**Work item**
Transcribe, verbatim, every line from the start of the entries through the line that contains "flex:none; width:28px; height:28px;"; include both boundary lines and omit all others.

# # # #

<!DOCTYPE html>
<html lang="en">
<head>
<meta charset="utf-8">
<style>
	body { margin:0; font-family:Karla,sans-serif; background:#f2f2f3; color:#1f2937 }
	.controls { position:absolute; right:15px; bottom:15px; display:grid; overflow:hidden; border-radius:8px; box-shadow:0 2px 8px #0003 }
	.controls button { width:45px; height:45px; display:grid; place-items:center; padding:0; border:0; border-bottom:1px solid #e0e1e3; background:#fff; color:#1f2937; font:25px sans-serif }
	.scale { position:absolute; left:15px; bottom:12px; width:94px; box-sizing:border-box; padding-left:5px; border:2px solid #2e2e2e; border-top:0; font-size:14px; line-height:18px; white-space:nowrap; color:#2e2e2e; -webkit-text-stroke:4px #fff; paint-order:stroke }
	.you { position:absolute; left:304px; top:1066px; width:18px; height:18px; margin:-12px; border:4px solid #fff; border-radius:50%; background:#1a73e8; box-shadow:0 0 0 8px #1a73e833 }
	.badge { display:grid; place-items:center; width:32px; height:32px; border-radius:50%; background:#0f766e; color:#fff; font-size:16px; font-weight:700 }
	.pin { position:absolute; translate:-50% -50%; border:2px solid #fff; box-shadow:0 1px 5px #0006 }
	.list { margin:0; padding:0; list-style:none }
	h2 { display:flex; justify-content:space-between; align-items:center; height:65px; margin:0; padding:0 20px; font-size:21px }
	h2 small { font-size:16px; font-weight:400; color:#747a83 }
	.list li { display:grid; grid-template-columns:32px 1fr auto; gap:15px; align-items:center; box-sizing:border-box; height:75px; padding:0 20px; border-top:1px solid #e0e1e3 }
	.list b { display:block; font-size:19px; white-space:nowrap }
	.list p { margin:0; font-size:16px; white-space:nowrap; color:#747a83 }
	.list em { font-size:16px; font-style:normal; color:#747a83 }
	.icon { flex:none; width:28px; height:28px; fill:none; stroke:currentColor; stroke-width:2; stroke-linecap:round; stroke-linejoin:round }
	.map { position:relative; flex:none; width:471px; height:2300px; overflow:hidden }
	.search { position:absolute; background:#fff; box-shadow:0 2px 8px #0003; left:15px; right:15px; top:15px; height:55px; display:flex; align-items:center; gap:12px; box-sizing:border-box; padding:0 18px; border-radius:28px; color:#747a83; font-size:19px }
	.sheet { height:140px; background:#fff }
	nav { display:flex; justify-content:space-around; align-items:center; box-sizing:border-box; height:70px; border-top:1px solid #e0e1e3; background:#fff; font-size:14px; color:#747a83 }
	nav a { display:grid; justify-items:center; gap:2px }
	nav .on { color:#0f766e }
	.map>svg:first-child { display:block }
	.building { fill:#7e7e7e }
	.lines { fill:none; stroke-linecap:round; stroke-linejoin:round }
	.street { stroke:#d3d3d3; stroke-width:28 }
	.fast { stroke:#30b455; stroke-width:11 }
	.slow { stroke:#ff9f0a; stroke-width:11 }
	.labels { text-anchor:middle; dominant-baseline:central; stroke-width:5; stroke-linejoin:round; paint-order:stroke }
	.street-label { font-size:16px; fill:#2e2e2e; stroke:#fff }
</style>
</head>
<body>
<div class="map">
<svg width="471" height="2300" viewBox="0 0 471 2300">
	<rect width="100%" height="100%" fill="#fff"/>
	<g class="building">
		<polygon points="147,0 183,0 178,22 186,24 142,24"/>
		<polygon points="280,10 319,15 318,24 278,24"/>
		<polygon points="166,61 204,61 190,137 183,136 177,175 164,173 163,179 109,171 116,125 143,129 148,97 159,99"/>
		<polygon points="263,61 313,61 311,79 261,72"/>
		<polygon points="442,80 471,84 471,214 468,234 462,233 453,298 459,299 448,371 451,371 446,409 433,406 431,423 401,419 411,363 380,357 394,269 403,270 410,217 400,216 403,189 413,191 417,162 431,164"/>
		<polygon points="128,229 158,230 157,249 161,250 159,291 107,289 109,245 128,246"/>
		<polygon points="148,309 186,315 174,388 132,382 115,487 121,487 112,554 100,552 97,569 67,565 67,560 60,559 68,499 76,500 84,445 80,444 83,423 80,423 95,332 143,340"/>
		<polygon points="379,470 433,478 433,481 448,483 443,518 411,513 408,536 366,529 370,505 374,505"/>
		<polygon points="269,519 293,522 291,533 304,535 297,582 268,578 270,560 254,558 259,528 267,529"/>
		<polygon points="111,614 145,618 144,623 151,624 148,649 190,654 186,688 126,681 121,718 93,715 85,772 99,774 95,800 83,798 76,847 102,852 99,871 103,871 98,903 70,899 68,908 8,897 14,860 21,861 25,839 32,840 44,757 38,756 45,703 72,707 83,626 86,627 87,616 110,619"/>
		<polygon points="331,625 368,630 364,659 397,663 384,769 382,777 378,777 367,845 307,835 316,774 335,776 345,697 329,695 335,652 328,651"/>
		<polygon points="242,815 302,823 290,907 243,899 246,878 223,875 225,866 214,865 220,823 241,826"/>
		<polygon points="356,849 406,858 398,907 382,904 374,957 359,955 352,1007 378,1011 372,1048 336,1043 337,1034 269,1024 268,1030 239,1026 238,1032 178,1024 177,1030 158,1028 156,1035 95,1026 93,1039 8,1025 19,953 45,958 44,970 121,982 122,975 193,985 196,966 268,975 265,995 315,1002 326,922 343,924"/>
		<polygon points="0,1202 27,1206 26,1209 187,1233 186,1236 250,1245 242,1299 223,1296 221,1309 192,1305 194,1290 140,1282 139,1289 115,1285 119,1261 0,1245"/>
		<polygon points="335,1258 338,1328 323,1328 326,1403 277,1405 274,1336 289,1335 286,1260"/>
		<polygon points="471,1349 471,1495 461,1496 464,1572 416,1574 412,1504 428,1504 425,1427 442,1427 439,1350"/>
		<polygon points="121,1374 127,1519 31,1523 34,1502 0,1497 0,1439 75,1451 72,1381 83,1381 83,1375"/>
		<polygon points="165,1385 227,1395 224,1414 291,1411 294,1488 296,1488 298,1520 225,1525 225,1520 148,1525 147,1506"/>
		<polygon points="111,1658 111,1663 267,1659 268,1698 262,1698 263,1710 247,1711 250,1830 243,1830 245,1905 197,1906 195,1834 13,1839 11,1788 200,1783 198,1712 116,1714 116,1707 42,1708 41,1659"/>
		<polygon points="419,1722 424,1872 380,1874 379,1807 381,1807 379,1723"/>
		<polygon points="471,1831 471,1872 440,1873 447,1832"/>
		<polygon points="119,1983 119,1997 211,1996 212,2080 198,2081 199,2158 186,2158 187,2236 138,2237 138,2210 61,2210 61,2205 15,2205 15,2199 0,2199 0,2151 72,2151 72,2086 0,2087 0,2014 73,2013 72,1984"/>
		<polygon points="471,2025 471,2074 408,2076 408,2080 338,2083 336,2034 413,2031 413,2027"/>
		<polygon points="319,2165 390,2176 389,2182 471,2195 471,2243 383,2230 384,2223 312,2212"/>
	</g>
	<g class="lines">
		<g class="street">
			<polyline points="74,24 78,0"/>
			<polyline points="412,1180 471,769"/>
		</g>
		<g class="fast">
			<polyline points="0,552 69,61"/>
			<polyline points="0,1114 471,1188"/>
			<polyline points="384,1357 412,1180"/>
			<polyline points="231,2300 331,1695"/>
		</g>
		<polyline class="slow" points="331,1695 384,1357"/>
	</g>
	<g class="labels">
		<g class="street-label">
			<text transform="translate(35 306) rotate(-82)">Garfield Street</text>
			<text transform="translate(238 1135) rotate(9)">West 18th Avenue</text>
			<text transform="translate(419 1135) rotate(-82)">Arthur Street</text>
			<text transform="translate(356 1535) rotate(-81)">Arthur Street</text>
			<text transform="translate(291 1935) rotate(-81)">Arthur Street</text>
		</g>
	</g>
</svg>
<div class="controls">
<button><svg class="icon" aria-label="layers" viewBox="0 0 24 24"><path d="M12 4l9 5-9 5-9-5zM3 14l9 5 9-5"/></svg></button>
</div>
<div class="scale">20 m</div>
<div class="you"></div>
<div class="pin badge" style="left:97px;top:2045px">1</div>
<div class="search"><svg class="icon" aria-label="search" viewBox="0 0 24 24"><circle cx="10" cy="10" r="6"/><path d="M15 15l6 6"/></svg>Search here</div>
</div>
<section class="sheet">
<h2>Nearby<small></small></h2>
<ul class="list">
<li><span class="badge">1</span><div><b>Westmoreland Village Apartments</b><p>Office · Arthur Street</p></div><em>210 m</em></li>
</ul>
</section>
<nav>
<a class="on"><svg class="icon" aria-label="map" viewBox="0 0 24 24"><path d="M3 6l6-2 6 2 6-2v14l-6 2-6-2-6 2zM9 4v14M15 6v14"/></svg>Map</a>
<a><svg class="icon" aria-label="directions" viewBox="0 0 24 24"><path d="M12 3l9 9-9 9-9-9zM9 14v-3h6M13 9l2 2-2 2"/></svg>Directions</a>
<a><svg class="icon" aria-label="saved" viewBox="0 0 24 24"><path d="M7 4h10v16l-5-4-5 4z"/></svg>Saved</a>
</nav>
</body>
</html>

# # # #

**Answer for the task**
<!DOCTYPE html>
<html lang="en">
<head>
<meta charset="utf-8">
<style>
	body { margin:0; font-family:Karla,sans-serif; background:#f2f2f3; color:#1f2937 }
	.controls { position:absolute; right:15px; bottom:15px; display:grid; overflow:hidden; border-radius:8px; box-shadow:0 2px 8px #0003 }
	.controls button { width:45px; height:45px; display:grid; place-items:center; padding:0; border:0; border-bottom:1px solid #e0e1e3; background:#fff; color:#1f2937; font:25px sans-serif }
	.scale { position:absolute; left:15px; bottom:12px; width:94px; box-sizing:border-box; padding-left:5px; border:2px solid #2e2e2e; border-top:0; font-size:14px; line-height:18px; white-space:nowrap; color:#2e2e2e; -webkit-text-stroke:4px #fff; paint-order:stroke }
	.you { position:absolute; left:304px; top:1066px; width:18px; height:18px; margin:-12px; border:4px solid #fff; border-radius:50%; background:#1a73e8; box-shadow:0 0 0 8px #1a73e833 }
	.badge { display:grid; place-items:center; width:32px; height:32px; border-radius:50%; background:#0f766e; color:#fff; font-size:16px; font-weight:700 }
	.pin { position:absolute; translate:-50% -50%; border:2px solid #fff; box-shadow:0 1px 5px #0006 }
	.list { margin:0; padding:0; list-style:none }
	h2 { display:flex; justify-content:space-between; align-items:center; height:65px; margin:0; padding:0 20px; font-size:21px }
	h2 small { font-size:16px; font-weight:400; color:#747a83 }
	.list li { display:grid; grid-template-columns:32px 1fr auto; gap:15px; align-items:center; box-sizing:border-box; height:75px; padding:0 20px; border-top:1px solid #e0e1e3 }
	.list b { display:block; font-size:19px; white-space:nowrap }
	.list p { margin:0; font-size:16px; white-space:nowrap; color:#747a83 }
	.list em { font-size:16px; font-style:normal; color:#747a83 }
	.icon { flex:none; width:28px; height:28px; fill:none; stroke:currentColor; stroke-width:2; stroke-linecap:round; stroke-linejoin:round }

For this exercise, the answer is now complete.